On the surface, the cast seems nothing short of spectacular: Humphrey Bogart, Jennifer Jones, Gina Lollobrigida, Robert Morley, Peter Lorre and Edward Underdown. Yet most of them play against type: Bogart, normally carrying himself with a confident swagger, plays Billy Dannreuther, who seems to mainly react to all the madness around him with a plan that’s half-baked at best. Dannreuther’s wife Maria (Lollobrigida) saunters around (yet looking spectacular in doing so) speaking English as if she’d learned it on the set. Brit Harry Chelm (Underdown) and his wife Gwendolen (Jennifer Jones, with blonde hair) meet the Dannreuthers and all sorts of shenanigans ensue. Enter a crook named Peterson (Morley) and his tag-along associates, including a German named O’Hara (Lorre), and it’s like combining a train wreck with a circus act - simply delightful. 
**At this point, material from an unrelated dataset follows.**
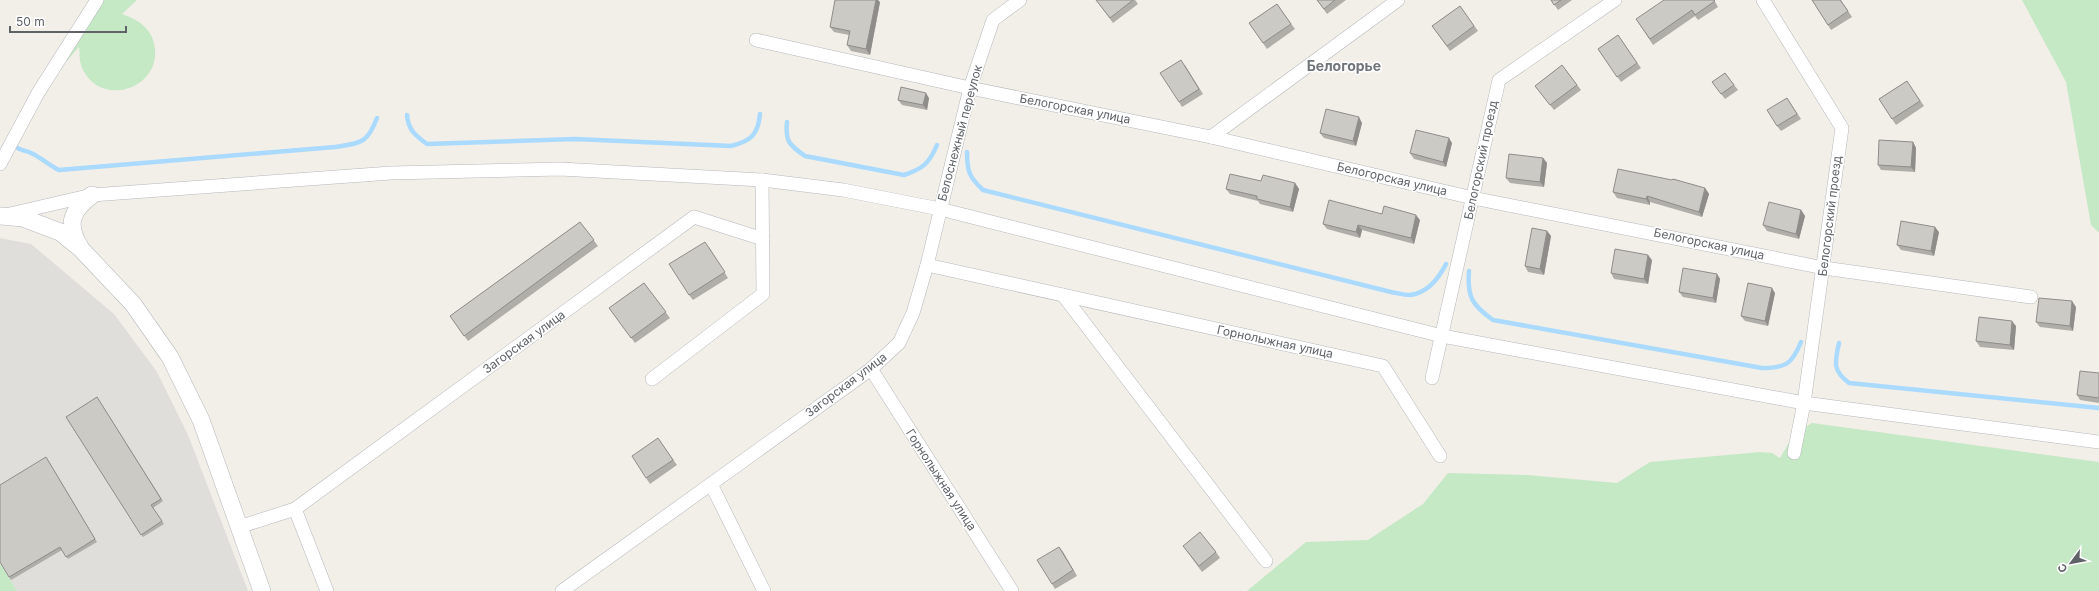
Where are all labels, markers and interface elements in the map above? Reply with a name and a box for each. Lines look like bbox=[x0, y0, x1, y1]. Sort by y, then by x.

Most of the film takes place in an Italian seaport hotel as the characters are waiting for a boat to take them to Africa. (Actually, they’re waiting for the boat’s captain to sober up long enough to pull up anchor, which may take awhile.) Once aboard the ship, the film’s hijinks reach Marx Brothers proportions. 


Is the film simply a parody of Huston’s own classic The Maltese Falcon? You could certainly look at it that way. Everyone (Well, most everyone...) in The Maltese Falcon is smart, calculating and, of course, self-serving. You can’t say that for the characters in Beat the Devil; self-serving, yes, but miscalculating is probably more accurate. And smart? Well... not so much.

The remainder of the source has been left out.